• [Given records]
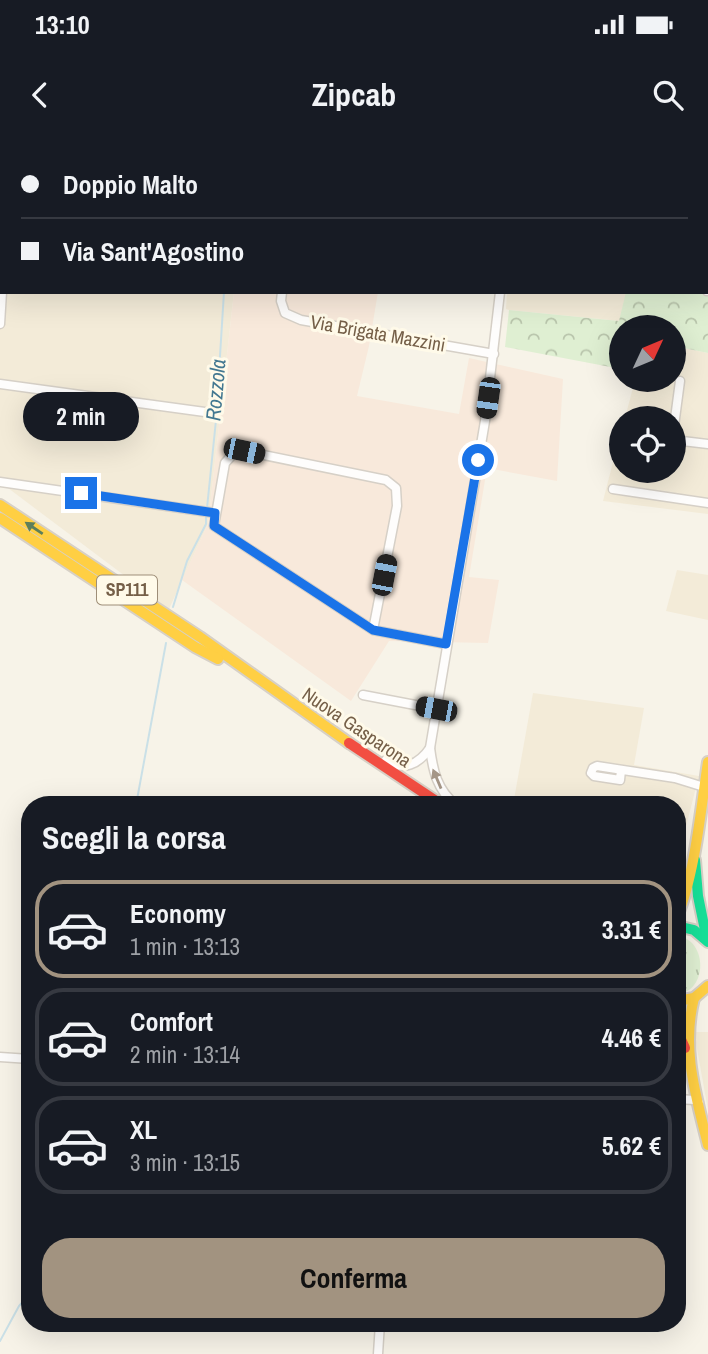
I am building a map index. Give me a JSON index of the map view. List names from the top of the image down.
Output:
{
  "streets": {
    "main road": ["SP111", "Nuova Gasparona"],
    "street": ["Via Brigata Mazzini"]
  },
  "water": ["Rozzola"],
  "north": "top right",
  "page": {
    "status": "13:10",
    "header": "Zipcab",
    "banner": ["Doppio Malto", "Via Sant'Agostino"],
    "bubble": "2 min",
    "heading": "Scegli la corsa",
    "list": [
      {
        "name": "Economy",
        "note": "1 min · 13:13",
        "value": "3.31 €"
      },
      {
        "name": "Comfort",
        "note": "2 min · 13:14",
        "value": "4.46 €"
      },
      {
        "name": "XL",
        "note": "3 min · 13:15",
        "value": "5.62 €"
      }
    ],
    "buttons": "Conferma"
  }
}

• [Work required] Transcribe everything above exactly. Do not include the pictures.

• [Reply]
I am building a map index. Give me a JSON index of the map view. List names from the top of the image down.
Output:
{
  "streets": {
    "main road": ["SP111", "Nuova Gasparona"],
    "street": ["Via Brigata Mazzini"]
  },
  "water": ["Rozzola"],
  "north": "top right",
  "page": {
    "status": "13:10",
    "header": "Zipcab",
    "banner": ["Doppio Malto", "Via Sant'Agostino"],
    "bubble": "2 min",
    "heading": "Scegli la corsa",
    "list": [
      {
        "name": "Economy",
        "note": "1 min · 13:13",
        "value": "3.31 €"
      },
      {
        "name": "Comfort",
        "note": "2 min · 13:14",
        "value": "4.46 €"
      },
      {
        "name": "XL",
        "note": "3 min · 13:15",
        "value": "5.62 €"
      }
    ],
    "buttons": "Conferma"
  }
}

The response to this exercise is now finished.